> **RAW DATA**

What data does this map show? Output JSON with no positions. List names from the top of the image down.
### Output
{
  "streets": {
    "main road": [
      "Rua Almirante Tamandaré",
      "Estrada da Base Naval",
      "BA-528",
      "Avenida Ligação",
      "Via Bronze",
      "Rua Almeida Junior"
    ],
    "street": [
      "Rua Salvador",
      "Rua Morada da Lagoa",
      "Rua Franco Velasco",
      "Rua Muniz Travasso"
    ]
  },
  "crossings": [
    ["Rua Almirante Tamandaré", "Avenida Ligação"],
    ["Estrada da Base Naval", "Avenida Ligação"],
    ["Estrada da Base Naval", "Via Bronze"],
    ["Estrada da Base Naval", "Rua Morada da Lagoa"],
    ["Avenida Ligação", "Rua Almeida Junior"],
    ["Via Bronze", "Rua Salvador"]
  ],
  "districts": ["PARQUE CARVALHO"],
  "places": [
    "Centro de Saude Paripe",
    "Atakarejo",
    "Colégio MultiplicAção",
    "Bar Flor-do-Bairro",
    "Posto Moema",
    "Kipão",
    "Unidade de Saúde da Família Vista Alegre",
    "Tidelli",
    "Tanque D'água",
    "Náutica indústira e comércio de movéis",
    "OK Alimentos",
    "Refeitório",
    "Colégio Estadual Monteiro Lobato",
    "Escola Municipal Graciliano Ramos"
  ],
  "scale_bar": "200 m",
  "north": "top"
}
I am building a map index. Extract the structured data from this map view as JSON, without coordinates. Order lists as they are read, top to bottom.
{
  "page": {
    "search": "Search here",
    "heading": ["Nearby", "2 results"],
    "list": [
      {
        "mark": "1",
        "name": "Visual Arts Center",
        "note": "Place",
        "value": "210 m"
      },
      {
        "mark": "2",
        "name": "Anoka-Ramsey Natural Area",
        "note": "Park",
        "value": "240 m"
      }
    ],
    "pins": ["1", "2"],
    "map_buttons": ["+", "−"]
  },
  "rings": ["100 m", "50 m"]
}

> **WORK ORDER**
Starting at the line that contains "I am building", write out every line through the last one in the data above, exactly as it stands.

> **EXERCISE RESPONSE**
I am building a map index. Extract the structured data from this map view as JSON, without coordinates. Order lists as they are read, top to bottom.
{
  "page": {
    "search": "Search here",
    "heading": ["Nearby", "2 results"],
    "list": [
      {
        "mark": "1",
        "name": "Visual Arts Center",
        "note": "Place",
        "value": "210 m"
      },
      {
        "mark": "2",
        "name": "Anoka-Ramsey Natural Area",
        "note": "Park",
        "value": "240 m"
      }
    ],
    "pins": ["1", "2"],
    "map_buttons": ["+", "−"]
  },
  "rings": ["100 m", "50 m"]
}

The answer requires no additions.